The Greatest Exploration

 
 


“This magnificent feat is not only a unique saga of our region, it is also a fundamental part of the story of the human settlement of the entire planet”
- Kerry Howe

 

Professor Kerry Howe received a Fulbright Travel Award to take up a visiting professorship at the University of Hawai‘i for the Spring Semester of 1987. Now a Professor of History at Massey University Albany, Kerry recently lent his expertise to Auckland Museum’s major new exhibition Vaka Moana, chronicling “the untold story of the world’s greatest exploration” – that of the Pacific. A curator of the exhibition, Kerry also edited and wrote two chapters for the accompanying 368 page book.

Vaka Moana

For the past three years I have been heavily involved in the Vaka Moana exhibition currently showing at the Auckland War Memorial Museum. The exhibition was the brainchild of Director Dr Rodney Wilson who (easily) enticed me onto his curatorial team as well as entrusted me to edit the very large scholarly volume that accompanies the exhibition (Vaka Moana: The Voyages of the Ancestors, Auckland: David Bateman/Auckland Museum, 2006).

Vaka Moana tells the story of the Austronesian people (the direct ancestors of today’s Pacific islanders) who emerged from Southeast Asia more than 4,000 years ago and settled the remotest islands on the world’s largest ocean. This magnificent feat is not only a unique saga of our region, it is also a fundamental part of the story of the human settlement of the entire planet. The Pacific Ocean and its islands were the last places on earth to be explored and settled by humans. With that settlement, humans reached the end of the habitable world. If we wish to go further, we have to head out into space.

The reason why the Pacific islands were the last places to be inhabited is simply because they were the most difficult to get to. Homo sapiens settled all of Africa, then Eurasia, and then the Americas mainly by walking. But you cannot walk to the Pacific islands. To do so humans needed to have two skills. The first was a blue water technology and a navigational system. The second was the ability to plant and harvest crops and domesticate animals, since the islands of the Pacific were very poor in edible flora and fauna. For example, there were no coconuts, or yams, or taro, or breadfruit, or sugar cane, or bananas and so on before humans introduced them. The development of agriculture and a blue water technology came relatively late in human history, well within the last 10,000 years.

Kerry Howe
Professor Kerry Howe

The Austronesian people originated in the area of southern China perhaps 5,000 or more years ago – long before the development of modern ‘Chinese’ society. They had the agricultural skills, and they developed the world’s first ocean going vessels and the capacity to navigate them. They began their voyaging into the Oceanic Pacific some 3,500 years ago. This was long before anyone else on earth developed oceanic sailing.
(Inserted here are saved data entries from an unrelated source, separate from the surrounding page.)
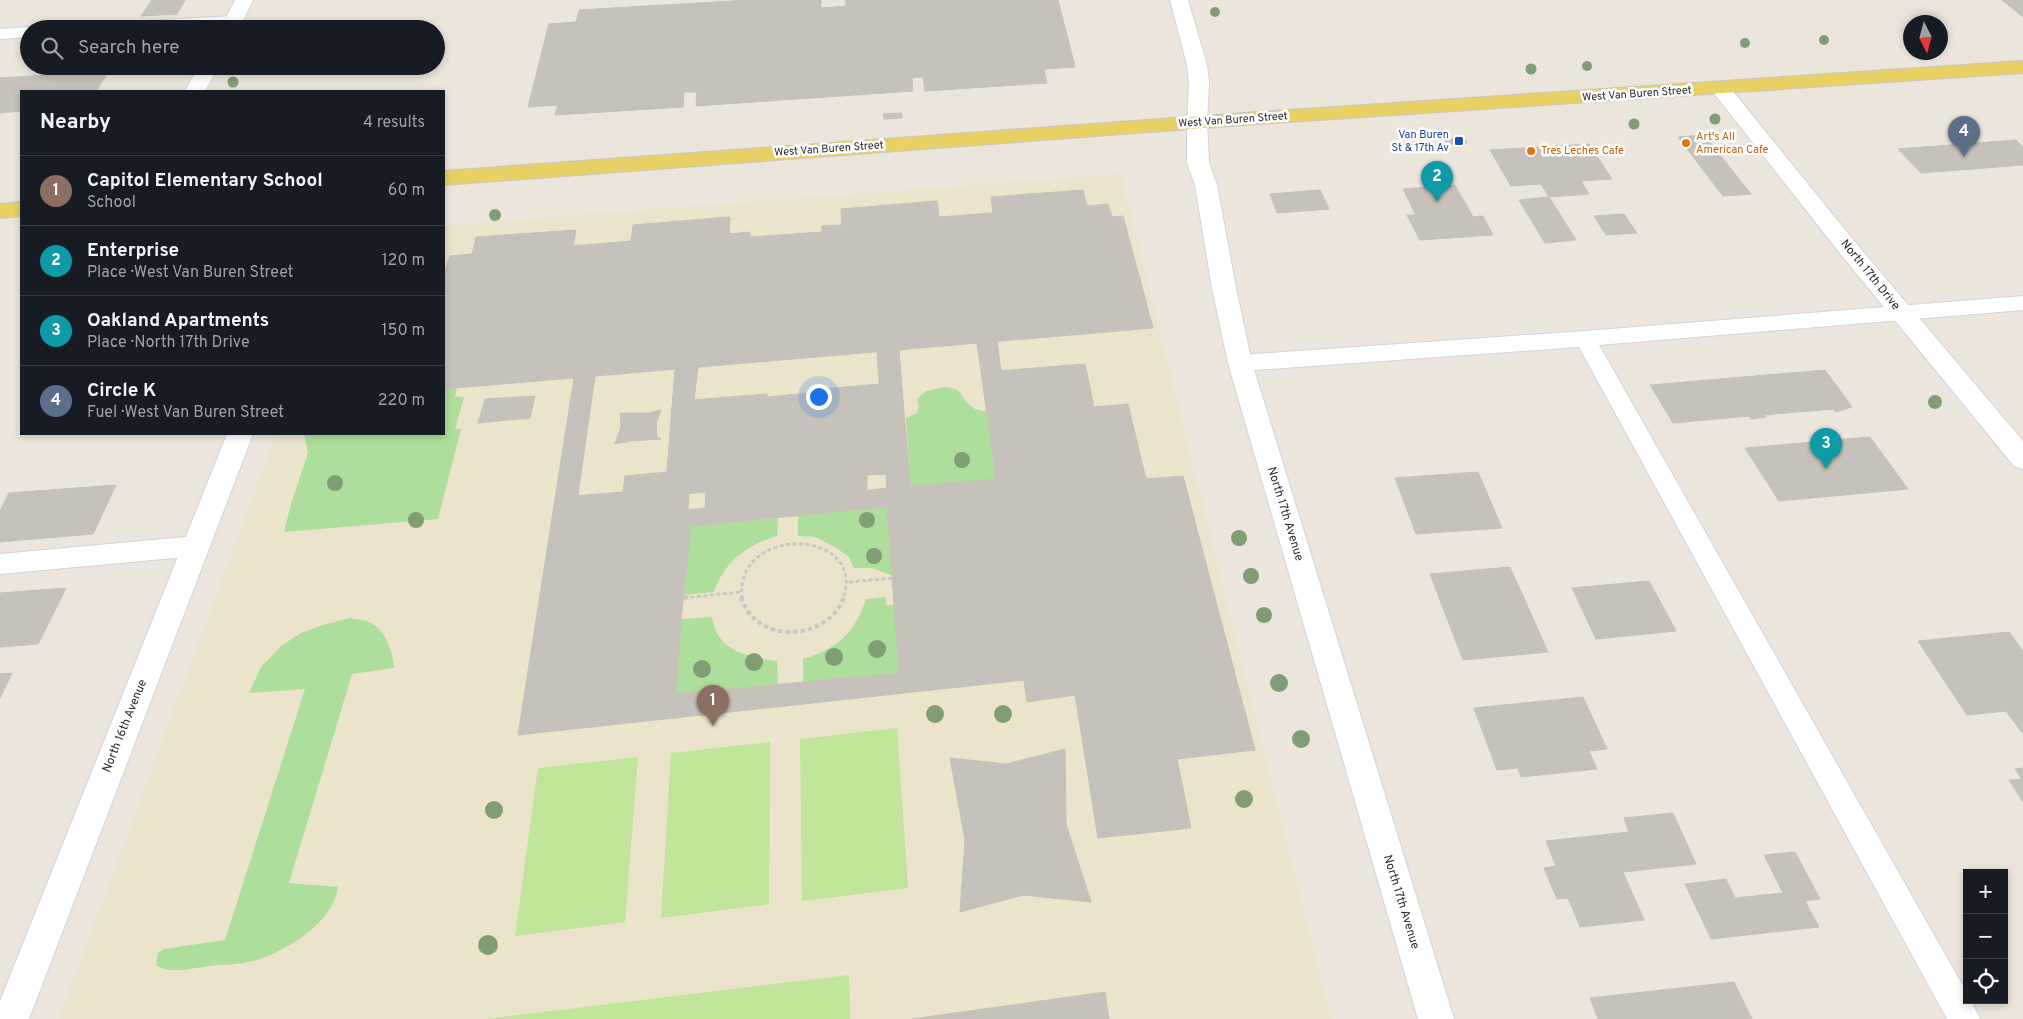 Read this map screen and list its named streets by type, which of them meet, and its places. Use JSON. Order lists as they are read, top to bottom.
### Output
{
  "streets": {
    "main road": ["West Van Buren Street"],
    "street": ["North 17th Drive", "North 17th Avenue", "North 16th Avenue"]
  },
  "crossings": [
    ["West Van Buren Street", "North 17th Drive"],
    ["West Van Buren Street", "North 17th Avenue"]
  ],
  "places": {
    "transit": ["Van Buren St & 17th Av"],
    "other": ["Art's All American Cafe", "Tres Leches Cafe"]
  },
  "north": "bottom",
  "page": {
    "search": "Search here",
    "heading": ["Nearby", "4 results"],
    "pins": [
      "4",
      "2",
      "3",
      "1"
    ],
    "list": [
      {
        "mark": "1",
        "name": "Capitol Elementary School",
        "note": "School",
        "value": "60 m"
      },
      {
        "mark": "2",
        "name": "Enterprise",
        "note": "Place · West Van Buren Street",
        "value": "120 m"
      },
      {
        "mark": "3",
        "name": "Oakland Apartments",
        "note": "Place · North 17th Drive",
        "value": "150 m"
      },
      {
        "mark": "4",
        "name": "Circle K",
        "note": "Fuel · West Van Buren Street",
        "value": "220 m"
      }
    ],
    "map_buttons": ["+", "−"]
  }
}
This exhibition celebrates that achievement. It shows how their migrations right across the ocean can be traced by modern investigative techniques. Much of the exhibition is about the sailing technology employed by the Austronesians, and their navigational skills. It also covers the development of the essentially maritime cultures as they had emerged by the time of western contact. And it outlines the impact of this western contact as two maritime people – Pacific and European – met for the first time. There was much cultural loss, particular of Pacific peoples’ sailing practices.

The exhibition brings the story up to date by showing the amazing renewal of traditional sailing and navigating skills which has taken place over the past 30 or so years. Today traditional sailing along the ancient migratory sea routes has become a major cultural activity for many people in Polynesia, and a symbol of Pacific peoples’ renewed pride in their heritage and identity in the modern world.

There were many challenges in telling this great story – a major one being that there are no surviving vessels from thousands of years ago, and few ancient cultural artefacts (though there are many from the time when Europeans first entered the Ocean – and the Auckland Museum has one of the world’s best collections of such material).

What was required was an imaginative and intellectual reconstruction of this greatest migration in human history, so the exhibition essentially offers an argument rather than just simply displaying material objects – that argument is about the human capacity for technological innovation and discovery and the consequent deliberate and purposeful exploration of the mighty Pacific Ocean. The exhibition will travel overseas for up to five years – to Australia, Southeast Asia, North America and Europe – and will return to Te Papa in New Zealand when its journeying is over.